Task statement >>
Each line of the listing where "Maja" appears should be reported.

Source records >>
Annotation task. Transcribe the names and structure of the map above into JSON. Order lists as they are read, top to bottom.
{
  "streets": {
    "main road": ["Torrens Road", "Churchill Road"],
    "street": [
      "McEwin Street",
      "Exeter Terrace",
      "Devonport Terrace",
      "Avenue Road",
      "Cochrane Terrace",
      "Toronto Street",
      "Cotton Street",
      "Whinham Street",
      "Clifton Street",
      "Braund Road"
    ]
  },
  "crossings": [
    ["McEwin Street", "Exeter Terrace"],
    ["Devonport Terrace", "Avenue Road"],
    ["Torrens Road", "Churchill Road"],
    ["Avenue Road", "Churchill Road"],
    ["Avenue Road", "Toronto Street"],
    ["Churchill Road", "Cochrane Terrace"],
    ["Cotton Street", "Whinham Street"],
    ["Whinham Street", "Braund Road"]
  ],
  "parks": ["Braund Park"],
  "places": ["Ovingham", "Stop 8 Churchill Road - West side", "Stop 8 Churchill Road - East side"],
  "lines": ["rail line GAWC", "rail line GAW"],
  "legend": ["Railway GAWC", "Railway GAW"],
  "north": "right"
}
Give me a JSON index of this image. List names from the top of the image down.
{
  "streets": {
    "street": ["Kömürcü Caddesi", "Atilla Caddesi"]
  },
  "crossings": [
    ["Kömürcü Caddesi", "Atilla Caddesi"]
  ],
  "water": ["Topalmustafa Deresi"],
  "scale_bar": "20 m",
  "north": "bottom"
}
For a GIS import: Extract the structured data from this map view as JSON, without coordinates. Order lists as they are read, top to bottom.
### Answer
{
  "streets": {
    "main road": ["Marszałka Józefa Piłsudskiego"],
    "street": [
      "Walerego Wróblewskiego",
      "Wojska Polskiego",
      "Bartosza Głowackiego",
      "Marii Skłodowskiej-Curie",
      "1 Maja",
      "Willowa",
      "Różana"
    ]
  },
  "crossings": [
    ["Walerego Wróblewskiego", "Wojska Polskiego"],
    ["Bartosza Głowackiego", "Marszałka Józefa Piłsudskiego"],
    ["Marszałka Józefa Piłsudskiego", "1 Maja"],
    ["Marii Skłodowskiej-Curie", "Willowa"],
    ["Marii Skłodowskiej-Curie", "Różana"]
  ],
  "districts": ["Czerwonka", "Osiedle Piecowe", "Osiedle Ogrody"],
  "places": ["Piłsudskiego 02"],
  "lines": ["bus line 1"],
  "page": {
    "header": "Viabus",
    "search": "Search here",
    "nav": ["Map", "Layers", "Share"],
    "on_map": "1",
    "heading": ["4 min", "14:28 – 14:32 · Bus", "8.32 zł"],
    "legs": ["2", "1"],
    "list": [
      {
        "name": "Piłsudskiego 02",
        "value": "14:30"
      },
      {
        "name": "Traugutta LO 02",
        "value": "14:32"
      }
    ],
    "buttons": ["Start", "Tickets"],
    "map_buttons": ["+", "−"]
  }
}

Completed task >>
      "1 Maja",
    ["Marszałka Józefa Piłsudskiego", "1 Maja"],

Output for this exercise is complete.